E così, ecco apparire una nuova legge elettorale destinata ad operare per la sola Camera dei Deputati, mentre l’elezione dei senatori continua ad essere regolata dagli ultimi brandelli del Porcellum. A quanti segnalano i rischi a cui va incontro un Paese costretto a danzare sul baratro della sostanziale ingovernabilità, rilevando l’impossibilità di far coesistere due sistemi radicalmente antitetici (un proporzionale con sbarramento, liste bloccate, premio di maggioranza ed eventuale doppio turno; ed un proporzionale puro, senza premio di maggioranza e con le preferenze), il premier oppone una infastidita scrollata di spalle: che ci importa del Senato, se tanto lo dobbiamo abolire? Basta rallentare il rinnovamento ricorrendo a bizantinismi inutili: è il tempo del coraggio, non del disfattismo!
Ma le certezze del Presidente del Consiglio si infrangono contro quell’interrogativo inevaso: quale spazio rimane alla cultura della Costituzione nel tempo del coraggio? Già, la Costituzione: la Costituzione sfugge alla piena disponibilità degli uomini del fare, rimesso com’è il procedimento di revisione al doppio passaggio parlamentare, alla presenza di maggioranze qualificate, all’eventuale referendum confermativo. Un procedimento aggravato, e come tale non del tutto controllabile dalla maggioranza politica contingente; un procedimento aggravato, il cui esito non può considerarsi scontato per chiunque abbia acquisito un minimo di cultura costituzionale.

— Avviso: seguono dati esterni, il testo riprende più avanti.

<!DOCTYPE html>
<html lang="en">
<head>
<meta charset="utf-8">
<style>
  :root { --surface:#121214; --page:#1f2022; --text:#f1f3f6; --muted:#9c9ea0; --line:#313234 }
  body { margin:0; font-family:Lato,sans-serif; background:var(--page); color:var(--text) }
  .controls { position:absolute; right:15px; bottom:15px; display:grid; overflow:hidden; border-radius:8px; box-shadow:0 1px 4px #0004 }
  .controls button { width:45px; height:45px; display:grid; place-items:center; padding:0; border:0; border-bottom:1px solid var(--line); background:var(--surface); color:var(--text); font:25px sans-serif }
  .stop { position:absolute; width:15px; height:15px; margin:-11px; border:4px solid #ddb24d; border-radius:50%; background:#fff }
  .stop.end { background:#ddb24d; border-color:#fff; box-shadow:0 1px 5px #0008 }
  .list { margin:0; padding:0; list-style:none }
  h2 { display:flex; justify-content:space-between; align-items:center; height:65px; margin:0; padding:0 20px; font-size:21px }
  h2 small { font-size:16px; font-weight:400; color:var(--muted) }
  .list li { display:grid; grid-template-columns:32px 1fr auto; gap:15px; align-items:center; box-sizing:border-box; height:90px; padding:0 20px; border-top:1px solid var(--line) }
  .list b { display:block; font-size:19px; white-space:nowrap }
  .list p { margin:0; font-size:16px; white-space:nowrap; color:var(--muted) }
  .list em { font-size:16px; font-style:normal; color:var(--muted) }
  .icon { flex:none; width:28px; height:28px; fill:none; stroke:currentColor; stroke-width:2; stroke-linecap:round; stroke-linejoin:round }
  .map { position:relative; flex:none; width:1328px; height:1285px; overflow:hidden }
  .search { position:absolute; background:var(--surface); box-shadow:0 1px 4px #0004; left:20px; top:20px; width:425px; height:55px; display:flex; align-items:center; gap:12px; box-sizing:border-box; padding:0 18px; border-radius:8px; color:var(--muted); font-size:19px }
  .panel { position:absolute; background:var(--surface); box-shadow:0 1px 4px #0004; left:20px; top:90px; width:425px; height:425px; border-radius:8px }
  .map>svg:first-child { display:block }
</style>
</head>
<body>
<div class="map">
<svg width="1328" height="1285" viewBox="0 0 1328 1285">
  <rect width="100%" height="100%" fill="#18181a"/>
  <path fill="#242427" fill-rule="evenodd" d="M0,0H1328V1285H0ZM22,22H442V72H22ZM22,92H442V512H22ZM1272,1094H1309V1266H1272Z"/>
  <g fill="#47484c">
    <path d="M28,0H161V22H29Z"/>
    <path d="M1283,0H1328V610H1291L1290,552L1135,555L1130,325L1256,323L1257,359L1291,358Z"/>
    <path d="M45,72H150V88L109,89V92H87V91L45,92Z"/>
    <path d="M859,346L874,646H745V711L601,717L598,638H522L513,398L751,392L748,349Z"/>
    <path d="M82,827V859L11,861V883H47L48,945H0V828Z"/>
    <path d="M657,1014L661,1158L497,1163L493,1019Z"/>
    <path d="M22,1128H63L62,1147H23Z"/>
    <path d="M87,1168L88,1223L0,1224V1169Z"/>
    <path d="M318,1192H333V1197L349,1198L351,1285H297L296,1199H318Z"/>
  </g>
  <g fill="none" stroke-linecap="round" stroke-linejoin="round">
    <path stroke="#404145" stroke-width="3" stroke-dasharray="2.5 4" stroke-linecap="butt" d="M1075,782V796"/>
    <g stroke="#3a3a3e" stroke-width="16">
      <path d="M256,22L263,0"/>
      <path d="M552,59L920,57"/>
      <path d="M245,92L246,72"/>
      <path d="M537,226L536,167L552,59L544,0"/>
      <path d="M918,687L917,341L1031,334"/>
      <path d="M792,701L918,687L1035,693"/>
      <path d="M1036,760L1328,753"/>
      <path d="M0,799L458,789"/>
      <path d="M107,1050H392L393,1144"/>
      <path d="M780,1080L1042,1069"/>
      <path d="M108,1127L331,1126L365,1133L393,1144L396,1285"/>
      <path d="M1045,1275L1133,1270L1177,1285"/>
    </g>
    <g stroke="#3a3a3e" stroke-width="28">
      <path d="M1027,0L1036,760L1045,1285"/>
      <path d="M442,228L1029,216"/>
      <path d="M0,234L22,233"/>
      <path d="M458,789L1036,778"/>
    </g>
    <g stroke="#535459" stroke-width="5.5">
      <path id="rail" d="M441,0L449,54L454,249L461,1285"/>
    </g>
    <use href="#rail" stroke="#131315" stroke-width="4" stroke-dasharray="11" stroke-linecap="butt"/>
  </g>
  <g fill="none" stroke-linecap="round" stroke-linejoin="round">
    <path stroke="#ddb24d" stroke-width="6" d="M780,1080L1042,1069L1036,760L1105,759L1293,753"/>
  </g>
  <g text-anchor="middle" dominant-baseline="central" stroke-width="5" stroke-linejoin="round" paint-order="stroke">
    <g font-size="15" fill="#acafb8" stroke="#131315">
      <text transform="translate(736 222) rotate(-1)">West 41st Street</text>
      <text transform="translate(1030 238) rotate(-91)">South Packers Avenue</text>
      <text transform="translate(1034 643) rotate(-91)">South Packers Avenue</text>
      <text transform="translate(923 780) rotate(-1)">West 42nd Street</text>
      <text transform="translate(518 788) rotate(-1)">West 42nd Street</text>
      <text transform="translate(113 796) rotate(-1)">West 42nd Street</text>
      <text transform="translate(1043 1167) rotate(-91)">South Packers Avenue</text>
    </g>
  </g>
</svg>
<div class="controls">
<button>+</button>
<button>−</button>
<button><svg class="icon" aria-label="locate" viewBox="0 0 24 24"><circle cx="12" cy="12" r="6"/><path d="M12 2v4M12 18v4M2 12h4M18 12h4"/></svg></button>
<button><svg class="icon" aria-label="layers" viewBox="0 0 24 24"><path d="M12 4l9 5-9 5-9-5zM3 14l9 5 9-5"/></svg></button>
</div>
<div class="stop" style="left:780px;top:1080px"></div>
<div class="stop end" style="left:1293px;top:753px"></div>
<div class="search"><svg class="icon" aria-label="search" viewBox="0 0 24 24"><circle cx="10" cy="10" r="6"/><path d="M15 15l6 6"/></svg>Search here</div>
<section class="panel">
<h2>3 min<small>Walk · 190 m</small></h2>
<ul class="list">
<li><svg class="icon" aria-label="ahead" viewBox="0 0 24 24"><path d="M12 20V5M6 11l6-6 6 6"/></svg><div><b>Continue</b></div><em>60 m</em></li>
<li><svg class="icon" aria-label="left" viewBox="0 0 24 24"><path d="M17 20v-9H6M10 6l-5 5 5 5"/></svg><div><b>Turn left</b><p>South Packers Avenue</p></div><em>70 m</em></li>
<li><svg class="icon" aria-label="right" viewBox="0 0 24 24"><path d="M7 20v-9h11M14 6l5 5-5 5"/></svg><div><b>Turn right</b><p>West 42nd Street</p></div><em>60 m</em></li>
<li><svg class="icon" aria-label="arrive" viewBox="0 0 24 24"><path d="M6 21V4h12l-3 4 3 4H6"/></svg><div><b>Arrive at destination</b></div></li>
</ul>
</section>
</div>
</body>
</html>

Di più: chiunque abbia acquisito un minimo di cultura costituzionale sarebbe in grado di rilevare l’anomalia collegata all’approvazione di una legge che di fatto considera già superato un principio (quello del bicameralismo paritario) ancora vivo e vitale in seno all’ordinamento tracciato dalla Carta Fondamentale. Siamo ben oltre la riflessione sui possibili profili di illegittimità costituzionale che potrebbero caratterizzare l’Italicum: siamo all’istituzionalizzazione della cultura dell’incostituzionalità.
E allora, la risposta a quell’interrogativo inevaso implica di fatto la soluzione dell’ulteriore quesito prospettato da alcuni esponenti della minoranza interna al Partito democratico all’indomani del patto di Sant’Andrea delle Fratte, suggellato sotto l’icona incredula del Che: per quale motivo non si è approvata una norma che, restituendo efficacia alla legge elettorale in vigore fino al 2006, avrebbe permesso all’Italia di superare le secche del semestre europeo, per poi affidare alla maggioranza uscita vincitrice dalle nuove elezioni il compito di intraprendere un percorso di riforme ispirato ad un programma politico ben definito?
Altra scrollata di spalle, altra battuta al vetriolo: basta con i gufi, basta con il disfattismo. Siamo gli uomini del fare, siamo quelli della svolta buona: siamo i protagonisti del tempo del coraggio. Già, del tempo del coraggio, in cui non c’è più spazio per la cultura della Costituzione.